Saved data entries
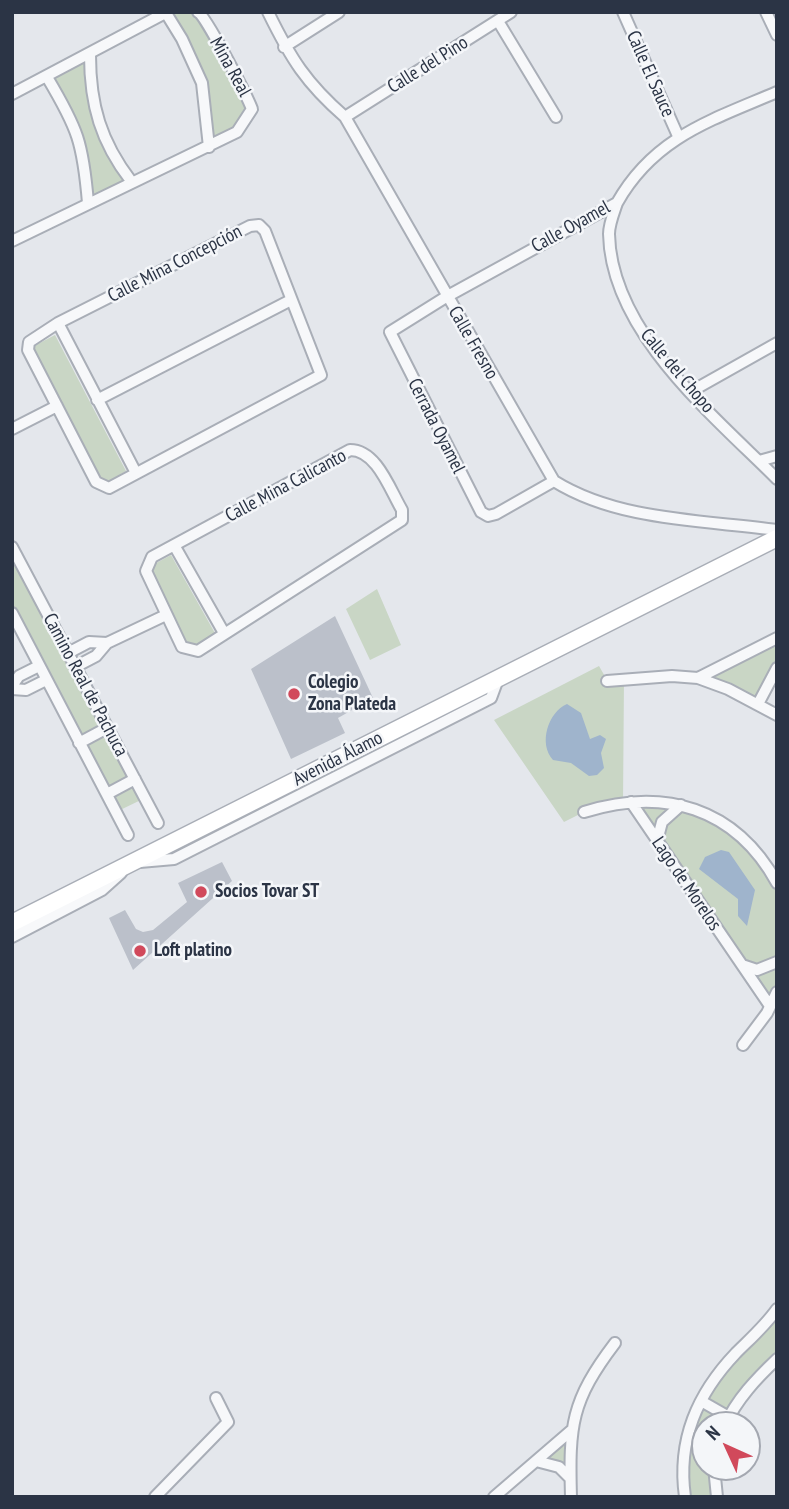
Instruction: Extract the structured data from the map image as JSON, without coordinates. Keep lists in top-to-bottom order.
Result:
{
  "streets": {
    "street": [
      "Calle del Pino",
      "Mina Real",
      "Calle El Sauce",
      "Calle Oyamel",
      "Calle Mina Concepción",
      "Calle Fresno",
      "Calle del Chopo",
      "Cerrada Oyamel",
      "Calle Mina Calicanto",
      "Camino Real de Pachuca",
      "Avenida Álamo",
      "Lago de Morelos"
    ]
  },
  "crossings": [
    ["Calle del Pino", "Calle Fresno"],
    ["Calle El Sauce", "Calle Oyamel"],
    ["Calle Oyamel", "Calle Fresno"],
    ["Calle Oyamel", "Calle del Chopo"],
    ["Calle Oyamel", "Cerrada Oyamel"],
    ["Calle Fresno", "Cerrada Oyamel"]
  ],
  "places": ["Colegio Zona Plateda", "Socios Tovar ST", "Loft platino"],
  "north": "top left"
}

§ **The problem**
Please reproduce the entries from above exactly; images are not part of the copy.

§ **Expected answer**
Instruction: Extract the structured data from the map image as JSON, without coordinates. Keep lists in top-to-bottom order.
Result:
{
  "streets": {
    "street": [
      "Calle del Pino",
      "Mina Real",
      "Calle El Sauce",
      "Calle Oyamel",
      "Calle Mina Concepción",
      "Calle Fresno",
      "Calle del Chopo",
      "Cerrada Oyamel",
      "Calle Mina Calicanto",
      "Camino Real de Pachuca",
      "Avenida Álamo",
      "Lago de Morelos"
    ]
  },
  "crossings": [
    ["Calle del Pino", "Calle Fresno"],
    ["Calle El Sauce", "Calle Oyamel"],
    ["Calle Oyamel", "Calle Fresno"],
    ["Calle Oyamel", "Calle del Chopo"],
    ["Calle Oyamel", "Cerrada Oyamel"],
    ["Calle Fresno", "Cerrada Oyamel"]
  ],
  "places": ["Colegio Zona Plateda", "Socios Tovar ST", "Loft platino"],
  "north": "top left"
}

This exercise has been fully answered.